Here are 20 signs that you are succeeding in life:

1. Your relationships are less dramatic than they used to be.

Drama is not maturity. As we age, we should develop maturity. So maybe your relationships were drama-filled in your past, but if you have moved beyond that, then you are successful.

2. You are not afraid to ask for help and support any more.

Asking for help does not equal weakness. In fact, it is a strength. No person has ever succeeded in isolation. It takes teamwork to accomplish goals. Asking or help is a sign that you have grown as a person.

3. You have raised your standards.

You don’t tolerate bad behavior any more – from other people, or even yourself. You hold people accountable for their actions. You don’t spend time with the “energy vampires” in your life anymore.

4. You let go of things that don’t make you feel good.

No, this is not narcissistic even though it might seem like it. Self-love is success. Love yourself enough to say ‘no’ to anything that doesn’t make you happy, doesn’t serve your purpose, or drags you down.

5. You have moments where you appreciate who you see in the mirror.

Ideally, you should appreciate who you see in the mirror at every moment. But even if that doesn’t happen, if you do it more than you used to, then that is success. Love yourself. You are awesome.

6. You have learned that setbacks and failure are part of self-growth.

Not everyone can have success 100% of the time. That’s just not realistic. Life is about victories and losses. So look at your setbacks as stepping stones to something better. In reality, there really is no such thing as as setback. It’s all just part of a wondrous journey.

7. You have a support system that includes people who would do anything for you.

If you have figured out the people who “have your back” and recognized the ones who only pretend that they do, then you have succeeded. This is a painful realization, but once you learn to see the signs of betrayal, you can stay away from those people.

8. You don’t complain much.

Because you know there really is nothing to complain about. Unless you really have gone through some horrific life experience and had unimaginable losses, most of what we all experience on a day-to-day basis is just mundane. And successful people know that. And they live in a space of gratitude.

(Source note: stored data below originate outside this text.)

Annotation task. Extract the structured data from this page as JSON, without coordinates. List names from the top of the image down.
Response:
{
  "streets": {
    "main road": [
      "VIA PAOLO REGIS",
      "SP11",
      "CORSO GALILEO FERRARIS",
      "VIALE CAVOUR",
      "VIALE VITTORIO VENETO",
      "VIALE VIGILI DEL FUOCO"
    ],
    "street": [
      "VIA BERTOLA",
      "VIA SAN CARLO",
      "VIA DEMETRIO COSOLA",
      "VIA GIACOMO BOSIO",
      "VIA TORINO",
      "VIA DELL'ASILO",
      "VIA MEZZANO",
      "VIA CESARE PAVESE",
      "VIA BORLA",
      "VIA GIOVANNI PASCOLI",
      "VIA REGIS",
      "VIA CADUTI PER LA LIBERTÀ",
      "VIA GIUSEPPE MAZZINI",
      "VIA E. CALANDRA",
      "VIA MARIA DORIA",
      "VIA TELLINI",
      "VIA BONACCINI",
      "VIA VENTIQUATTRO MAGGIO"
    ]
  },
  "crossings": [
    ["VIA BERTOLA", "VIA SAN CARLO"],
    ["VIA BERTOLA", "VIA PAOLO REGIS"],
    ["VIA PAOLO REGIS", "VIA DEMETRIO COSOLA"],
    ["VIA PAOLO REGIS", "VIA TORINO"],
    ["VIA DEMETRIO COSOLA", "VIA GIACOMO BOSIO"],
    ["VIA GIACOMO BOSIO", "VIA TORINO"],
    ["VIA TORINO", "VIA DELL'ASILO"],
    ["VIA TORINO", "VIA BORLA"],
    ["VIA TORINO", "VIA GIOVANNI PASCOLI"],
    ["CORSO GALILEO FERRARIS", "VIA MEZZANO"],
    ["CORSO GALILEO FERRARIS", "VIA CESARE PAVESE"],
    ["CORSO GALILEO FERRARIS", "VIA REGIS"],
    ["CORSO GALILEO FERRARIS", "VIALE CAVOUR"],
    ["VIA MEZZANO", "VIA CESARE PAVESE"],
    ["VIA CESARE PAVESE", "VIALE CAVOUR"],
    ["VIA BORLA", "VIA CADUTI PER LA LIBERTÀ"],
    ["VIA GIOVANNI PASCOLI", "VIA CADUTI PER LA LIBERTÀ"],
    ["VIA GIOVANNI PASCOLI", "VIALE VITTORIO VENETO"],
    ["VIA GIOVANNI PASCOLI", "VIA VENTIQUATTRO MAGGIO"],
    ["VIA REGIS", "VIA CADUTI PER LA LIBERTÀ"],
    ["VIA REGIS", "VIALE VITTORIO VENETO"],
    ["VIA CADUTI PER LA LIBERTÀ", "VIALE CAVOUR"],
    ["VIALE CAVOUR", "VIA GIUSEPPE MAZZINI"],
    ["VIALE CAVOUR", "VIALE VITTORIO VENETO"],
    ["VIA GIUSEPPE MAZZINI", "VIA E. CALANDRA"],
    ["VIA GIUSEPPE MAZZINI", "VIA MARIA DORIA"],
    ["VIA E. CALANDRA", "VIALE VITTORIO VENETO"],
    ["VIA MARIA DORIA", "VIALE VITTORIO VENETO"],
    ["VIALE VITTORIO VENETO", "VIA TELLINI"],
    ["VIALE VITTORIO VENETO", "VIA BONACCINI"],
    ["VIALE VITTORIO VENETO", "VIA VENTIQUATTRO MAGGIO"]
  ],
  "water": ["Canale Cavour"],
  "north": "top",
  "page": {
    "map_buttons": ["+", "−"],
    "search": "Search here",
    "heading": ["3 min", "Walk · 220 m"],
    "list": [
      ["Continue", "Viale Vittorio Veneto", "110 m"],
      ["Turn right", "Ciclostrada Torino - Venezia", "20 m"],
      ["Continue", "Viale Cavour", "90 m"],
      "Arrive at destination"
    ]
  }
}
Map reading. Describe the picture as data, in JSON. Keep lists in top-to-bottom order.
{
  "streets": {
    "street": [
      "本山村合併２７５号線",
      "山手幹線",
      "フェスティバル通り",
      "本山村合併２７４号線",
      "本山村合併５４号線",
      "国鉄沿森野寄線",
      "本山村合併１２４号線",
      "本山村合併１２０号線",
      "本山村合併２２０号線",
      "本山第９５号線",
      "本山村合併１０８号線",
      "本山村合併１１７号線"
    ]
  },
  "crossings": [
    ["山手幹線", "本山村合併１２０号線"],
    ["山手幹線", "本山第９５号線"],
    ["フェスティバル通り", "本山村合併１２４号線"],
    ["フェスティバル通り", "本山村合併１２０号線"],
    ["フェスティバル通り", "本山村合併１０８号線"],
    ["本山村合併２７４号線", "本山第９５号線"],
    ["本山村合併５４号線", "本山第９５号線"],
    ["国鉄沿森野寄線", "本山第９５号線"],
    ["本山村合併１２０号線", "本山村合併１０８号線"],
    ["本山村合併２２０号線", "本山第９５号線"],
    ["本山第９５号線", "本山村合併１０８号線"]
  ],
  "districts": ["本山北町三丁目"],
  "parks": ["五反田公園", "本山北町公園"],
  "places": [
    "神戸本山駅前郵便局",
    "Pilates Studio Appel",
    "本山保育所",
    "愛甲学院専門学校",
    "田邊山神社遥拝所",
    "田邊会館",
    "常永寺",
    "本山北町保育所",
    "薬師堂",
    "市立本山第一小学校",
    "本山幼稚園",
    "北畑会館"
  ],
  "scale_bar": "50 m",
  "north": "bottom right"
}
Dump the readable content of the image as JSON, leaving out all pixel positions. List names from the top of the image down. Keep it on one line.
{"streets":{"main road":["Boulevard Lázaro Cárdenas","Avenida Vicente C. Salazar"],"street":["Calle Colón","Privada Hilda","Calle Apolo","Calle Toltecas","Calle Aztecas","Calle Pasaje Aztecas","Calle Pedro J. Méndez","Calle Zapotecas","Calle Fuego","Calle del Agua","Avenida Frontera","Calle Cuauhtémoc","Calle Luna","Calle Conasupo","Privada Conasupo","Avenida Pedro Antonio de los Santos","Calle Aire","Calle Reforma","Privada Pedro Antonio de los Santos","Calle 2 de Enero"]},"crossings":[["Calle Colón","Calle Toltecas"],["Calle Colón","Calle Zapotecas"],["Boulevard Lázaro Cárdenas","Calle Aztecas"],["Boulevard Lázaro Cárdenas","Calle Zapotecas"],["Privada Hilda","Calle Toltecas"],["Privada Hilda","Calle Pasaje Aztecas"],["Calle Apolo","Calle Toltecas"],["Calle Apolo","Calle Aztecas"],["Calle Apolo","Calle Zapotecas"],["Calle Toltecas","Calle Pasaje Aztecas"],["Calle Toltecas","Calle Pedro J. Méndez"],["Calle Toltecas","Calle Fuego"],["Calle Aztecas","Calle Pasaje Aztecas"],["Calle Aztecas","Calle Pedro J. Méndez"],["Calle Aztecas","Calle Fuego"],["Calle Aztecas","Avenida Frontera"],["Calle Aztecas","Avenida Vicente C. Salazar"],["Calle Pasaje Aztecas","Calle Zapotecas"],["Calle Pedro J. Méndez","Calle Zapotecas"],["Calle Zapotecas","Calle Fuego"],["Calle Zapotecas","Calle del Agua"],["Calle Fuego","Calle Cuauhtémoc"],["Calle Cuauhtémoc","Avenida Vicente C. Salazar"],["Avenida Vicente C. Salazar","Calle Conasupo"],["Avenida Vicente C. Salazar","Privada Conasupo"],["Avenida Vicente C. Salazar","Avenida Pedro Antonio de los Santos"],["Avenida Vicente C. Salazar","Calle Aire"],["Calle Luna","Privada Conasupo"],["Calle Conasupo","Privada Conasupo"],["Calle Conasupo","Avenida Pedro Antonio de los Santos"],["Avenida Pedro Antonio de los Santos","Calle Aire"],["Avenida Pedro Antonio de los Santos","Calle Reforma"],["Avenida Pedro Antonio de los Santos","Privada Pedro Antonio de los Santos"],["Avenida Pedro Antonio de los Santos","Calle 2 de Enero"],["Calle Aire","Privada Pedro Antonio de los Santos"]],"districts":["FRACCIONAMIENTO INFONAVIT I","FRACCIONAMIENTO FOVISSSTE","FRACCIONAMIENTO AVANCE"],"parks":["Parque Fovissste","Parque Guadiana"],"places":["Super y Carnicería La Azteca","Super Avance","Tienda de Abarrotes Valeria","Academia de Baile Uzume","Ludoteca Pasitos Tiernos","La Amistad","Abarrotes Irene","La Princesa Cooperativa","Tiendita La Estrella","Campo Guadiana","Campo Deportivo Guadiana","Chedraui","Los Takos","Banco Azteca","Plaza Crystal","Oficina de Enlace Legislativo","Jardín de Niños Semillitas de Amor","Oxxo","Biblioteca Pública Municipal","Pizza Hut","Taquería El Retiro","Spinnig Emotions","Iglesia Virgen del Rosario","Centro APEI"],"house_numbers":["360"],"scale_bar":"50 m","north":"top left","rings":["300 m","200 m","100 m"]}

9. You can celebrate others’ successes.

Just because other people succeed, that doesn’t make you a failure. Applaud the people who rise to the top. The more positive energy you give to other people’s victories, the more you will create your own.

10. You have passions that you pursue.

You are not stagnant. You know you have something wonderful to contribute to the world. You have unique talents and gifts. Not only do you know that, you pursue it.

11. You have things to look forward to.

If you don’t have exciting things going on in your life that you are eagerly anticipating, then you are slowly dying inside. Successful people create goals that they are passionate about pursuing. They let this excitement drive their life.

12. You have goals that have come true.

Even though “failures” are a part of life, you have stuck to your goals and dreams long enough to make them come to fruition. You have  some tastes of victory. It fuels you.

13. You have empathy for others.

A person without empathy is dead inside. Empathy equals spreading love and positive energy into the world. Successful people know this. They love others as if they are family.

14. You love deeply and open yourself up to be loved by others.

Love is risky, and sometimes scary for people. It’s the one thing we all strive for, but it’s also intimately tied to the one thing we fear the most – rejection. If you open your heart enough to love and be loved, then you are successful.

15. You refuse to be be a victim.

You know that life doesn’t always happen to you. Many times, you are a co-creator of your life experiences. Successful people know this and refuse to be kept down by life experiences. The rise up and conquer anyway.

16. You don’t care what other people think.

You know you can’t please everyone. You know that the standards with which society judges people is many times unrealistic. So you just keep true to yourself and love the person you are.

17. You always look on the bright side.

Life can be full of disappointments – if you choose to see them that way. Otherwise, they are learning opportunities. No negative experience is ever wasted as long as you learn from it.

18. You accept what you can’t change.

Let’s face it – there many things you can’t change in life. All you can change is how you view what happens. If you can change your negative perspective on situations to a positive one, then you are successful.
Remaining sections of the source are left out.